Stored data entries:

++++

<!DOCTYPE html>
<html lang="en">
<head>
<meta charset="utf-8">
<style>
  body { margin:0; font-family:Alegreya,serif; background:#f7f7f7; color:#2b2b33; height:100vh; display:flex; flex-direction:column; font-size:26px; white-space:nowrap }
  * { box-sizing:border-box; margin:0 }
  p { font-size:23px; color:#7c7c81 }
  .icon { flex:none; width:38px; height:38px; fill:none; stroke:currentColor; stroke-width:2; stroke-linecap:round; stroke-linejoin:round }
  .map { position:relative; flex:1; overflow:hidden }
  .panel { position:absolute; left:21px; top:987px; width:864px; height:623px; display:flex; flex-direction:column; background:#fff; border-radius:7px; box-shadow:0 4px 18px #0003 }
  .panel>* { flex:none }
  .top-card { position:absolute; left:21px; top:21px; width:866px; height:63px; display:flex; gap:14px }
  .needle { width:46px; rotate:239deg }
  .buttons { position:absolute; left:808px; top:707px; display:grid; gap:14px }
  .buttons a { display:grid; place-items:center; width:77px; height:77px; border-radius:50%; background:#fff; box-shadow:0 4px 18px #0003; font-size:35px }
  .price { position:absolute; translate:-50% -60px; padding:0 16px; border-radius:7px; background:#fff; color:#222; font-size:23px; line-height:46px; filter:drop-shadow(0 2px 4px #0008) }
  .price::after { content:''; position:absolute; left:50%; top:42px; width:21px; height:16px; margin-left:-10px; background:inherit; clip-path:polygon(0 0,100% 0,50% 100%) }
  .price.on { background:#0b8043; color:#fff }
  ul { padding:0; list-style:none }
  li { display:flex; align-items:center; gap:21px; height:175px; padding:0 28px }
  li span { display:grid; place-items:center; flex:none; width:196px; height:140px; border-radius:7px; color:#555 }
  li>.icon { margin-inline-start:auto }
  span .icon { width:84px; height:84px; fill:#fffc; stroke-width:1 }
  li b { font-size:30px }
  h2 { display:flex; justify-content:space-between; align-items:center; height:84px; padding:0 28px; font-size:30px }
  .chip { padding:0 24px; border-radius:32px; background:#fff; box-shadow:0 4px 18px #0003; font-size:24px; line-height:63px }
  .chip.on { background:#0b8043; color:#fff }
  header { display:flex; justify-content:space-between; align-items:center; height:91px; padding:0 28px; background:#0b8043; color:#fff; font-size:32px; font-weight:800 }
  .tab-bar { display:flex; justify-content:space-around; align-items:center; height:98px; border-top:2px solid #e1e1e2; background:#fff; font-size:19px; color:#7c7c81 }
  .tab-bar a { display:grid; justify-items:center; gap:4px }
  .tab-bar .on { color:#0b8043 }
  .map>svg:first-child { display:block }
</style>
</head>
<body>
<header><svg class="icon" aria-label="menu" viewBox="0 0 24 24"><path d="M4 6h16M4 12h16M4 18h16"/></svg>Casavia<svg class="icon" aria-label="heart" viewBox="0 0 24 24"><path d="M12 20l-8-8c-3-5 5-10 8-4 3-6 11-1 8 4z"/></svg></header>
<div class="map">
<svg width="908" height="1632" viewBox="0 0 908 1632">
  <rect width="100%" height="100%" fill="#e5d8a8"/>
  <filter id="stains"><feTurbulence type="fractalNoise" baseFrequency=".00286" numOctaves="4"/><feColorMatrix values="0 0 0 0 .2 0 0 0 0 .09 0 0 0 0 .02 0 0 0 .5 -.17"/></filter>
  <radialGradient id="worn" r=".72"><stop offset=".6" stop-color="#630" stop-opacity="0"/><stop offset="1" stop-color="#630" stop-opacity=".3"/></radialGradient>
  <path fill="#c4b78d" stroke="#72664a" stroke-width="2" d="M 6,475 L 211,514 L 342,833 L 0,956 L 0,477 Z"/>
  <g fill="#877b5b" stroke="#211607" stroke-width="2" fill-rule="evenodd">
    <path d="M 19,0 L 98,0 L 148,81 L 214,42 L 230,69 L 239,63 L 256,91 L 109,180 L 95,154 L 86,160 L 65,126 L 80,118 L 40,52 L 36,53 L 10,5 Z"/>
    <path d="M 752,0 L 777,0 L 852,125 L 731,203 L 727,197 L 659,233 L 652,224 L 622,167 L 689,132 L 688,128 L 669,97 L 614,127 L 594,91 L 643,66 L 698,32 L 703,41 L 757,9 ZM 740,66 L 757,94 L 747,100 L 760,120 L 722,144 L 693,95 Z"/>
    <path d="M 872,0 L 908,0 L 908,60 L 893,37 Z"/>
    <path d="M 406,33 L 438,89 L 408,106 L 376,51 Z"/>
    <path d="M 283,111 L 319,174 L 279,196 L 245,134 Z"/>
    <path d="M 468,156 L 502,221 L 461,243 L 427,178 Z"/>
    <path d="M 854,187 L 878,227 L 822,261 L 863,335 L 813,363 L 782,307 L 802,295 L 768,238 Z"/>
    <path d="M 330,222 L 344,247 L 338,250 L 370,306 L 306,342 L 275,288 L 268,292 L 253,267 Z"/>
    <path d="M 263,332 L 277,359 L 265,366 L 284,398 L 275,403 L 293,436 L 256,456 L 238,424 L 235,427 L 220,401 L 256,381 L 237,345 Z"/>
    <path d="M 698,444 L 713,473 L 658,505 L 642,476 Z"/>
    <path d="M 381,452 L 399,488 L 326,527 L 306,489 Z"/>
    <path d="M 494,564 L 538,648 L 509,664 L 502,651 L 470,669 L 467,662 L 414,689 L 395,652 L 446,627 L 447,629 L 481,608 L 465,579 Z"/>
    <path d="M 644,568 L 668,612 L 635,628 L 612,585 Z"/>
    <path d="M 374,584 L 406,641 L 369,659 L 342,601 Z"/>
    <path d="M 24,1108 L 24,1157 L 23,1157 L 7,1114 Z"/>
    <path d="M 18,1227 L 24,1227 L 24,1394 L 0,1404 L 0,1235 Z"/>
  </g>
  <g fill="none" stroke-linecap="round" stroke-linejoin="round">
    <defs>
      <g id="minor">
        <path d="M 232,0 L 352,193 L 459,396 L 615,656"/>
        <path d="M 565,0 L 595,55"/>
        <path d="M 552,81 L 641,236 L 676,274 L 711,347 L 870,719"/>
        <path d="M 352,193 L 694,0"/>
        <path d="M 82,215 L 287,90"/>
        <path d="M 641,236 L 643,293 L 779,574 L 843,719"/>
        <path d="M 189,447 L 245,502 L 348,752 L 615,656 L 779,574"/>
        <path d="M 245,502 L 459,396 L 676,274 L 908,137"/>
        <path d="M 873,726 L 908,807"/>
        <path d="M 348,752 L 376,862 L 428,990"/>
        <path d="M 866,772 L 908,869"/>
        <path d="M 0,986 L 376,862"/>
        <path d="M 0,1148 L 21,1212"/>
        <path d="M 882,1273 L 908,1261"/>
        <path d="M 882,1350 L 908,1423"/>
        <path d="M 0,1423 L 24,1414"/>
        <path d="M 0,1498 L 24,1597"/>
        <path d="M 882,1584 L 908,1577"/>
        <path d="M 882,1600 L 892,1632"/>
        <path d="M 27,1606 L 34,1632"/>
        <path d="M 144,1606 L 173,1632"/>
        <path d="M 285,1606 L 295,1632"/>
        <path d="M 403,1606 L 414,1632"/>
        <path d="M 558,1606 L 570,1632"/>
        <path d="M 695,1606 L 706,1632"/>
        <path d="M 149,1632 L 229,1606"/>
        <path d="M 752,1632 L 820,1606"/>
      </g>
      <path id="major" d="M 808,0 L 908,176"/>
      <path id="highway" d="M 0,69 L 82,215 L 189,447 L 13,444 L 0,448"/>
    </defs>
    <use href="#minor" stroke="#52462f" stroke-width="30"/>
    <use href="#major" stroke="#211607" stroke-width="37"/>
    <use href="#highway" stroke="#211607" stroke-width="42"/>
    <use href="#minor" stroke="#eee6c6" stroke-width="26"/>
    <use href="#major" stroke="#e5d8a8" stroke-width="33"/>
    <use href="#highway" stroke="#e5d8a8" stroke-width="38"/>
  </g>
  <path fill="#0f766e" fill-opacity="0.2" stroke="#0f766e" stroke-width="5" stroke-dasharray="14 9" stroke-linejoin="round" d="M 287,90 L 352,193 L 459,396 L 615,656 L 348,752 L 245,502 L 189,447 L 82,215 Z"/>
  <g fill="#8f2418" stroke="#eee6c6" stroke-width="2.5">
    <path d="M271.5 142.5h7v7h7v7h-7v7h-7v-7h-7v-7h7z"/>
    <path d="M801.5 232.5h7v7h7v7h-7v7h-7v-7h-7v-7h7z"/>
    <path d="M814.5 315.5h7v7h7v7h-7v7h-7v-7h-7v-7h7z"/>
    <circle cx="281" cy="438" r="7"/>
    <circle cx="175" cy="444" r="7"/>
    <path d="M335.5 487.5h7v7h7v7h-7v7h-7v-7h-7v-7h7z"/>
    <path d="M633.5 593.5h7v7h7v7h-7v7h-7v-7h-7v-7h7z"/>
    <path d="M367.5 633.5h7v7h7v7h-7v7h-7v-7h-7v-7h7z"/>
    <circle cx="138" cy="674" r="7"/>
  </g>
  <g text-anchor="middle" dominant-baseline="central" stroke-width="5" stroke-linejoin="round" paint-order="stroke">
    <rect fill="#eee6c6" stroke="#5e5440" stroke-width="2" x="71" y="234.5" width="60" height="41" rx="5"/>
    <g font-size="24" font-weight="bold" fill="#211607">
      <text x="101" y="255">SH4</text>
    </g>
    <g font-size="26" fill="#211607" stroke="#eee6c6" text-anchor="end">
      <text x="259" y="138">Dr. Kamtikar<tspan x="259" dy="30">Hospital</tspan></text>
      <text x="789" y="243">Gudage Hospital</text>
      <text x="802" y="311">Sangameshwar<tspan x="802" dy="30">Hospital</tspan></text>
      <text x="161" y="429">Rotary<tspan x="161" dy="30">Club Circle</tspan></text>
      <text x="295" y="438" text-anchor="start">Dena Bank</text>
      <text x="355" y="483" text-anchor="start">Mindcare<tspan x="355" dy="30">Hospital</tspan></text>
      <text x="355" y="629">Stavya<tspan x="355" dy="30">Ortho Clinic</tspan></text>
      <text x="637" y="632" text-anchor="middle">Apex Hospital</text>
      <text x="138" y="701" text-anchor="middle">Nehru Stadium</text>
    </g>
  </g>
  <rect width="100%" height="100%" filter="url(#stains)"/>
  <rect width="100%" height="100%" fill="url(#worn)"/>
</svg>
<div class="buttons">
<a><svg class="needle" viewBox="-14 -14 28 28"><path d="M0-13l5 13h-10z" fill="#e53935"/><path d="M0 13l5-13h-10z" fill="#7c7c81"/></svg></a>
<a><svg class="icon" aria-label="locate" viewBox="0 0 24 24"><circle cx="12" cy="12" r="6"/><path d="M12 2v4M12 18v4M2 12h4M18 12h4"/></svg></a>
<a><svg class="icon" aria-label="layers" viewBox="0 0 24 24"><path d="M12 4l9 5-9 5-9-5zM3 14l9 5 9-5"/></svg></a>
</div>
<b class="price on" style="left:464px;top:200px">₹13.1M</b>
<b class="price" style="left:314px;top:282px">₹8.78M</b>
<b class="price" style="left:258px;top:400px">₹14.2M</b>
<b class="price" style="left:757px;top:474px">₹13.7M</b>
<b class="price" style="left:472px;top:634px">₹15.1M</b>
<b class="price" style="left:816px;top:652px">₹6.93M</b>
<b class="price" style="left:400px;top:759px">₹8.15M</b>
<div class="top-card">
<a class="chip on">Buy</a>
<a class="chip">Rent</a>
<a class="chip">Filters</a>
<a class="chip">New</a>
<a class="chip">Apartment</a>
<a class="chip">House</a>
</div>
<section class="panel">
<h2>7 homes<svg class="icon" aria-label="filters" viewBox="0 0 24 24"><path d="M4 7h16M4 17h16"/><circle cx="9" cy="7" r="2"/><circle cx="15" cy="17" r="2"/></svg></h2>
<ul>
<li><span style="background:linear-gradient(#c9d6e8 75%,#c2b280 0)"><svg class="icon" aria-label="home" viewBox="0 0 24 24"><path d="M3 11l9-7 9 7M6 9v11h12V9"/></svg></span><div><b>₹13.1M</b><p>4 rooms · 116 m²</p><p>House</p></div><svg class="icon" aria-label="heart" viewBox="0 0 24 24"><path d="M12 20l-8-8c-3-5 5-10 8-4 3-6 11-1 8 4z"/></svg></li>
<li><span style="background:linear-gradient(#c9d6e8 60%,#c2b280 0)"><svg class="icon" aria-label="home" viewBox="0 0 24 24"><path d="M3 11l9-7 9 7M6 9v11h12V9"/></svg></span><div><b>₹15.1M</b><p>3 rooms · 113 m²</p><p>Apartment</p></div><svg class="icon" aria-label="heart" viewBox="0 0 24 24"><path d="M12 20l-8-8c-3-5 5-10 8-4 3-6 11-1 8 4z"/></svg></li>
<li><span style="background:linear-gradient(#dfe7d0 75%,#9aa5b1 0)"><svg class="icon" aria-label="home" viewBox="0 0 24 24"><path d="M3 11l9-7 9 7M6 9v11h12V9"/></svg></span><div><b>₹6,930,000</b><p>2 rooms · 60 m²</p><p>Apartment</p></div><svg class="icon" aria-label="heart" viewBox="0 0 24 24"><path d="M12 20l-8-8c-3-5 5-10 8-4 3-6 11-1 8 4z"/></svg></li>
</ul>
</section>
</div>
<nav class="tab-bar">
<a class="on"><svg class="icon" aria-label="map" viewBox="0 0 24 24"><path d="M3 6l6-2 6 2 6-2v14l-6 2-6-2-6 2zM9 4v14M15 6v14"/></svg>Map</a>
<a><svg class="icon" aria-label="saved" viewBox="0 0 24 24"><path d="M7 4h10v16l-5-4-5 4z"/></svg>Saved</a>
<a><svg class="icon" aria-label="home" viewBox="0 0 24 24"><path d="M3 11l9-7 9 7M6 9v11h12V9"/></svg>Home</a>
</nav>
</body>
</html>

++++

▸ **What you should do**: Bring together all lines of the entries above in which the string "worn" occurs.

▸ **Solved exercise**:
  <radialGradient id="worn" r=".72"><stop offset=".6" stop-color="#630" stop-opacity="0"/><stop offset="1" stop-color="#630" stop-opacity=".3"/></radialGradient>
  <rect width="100%" height="100%" fill="url(#worn)"/>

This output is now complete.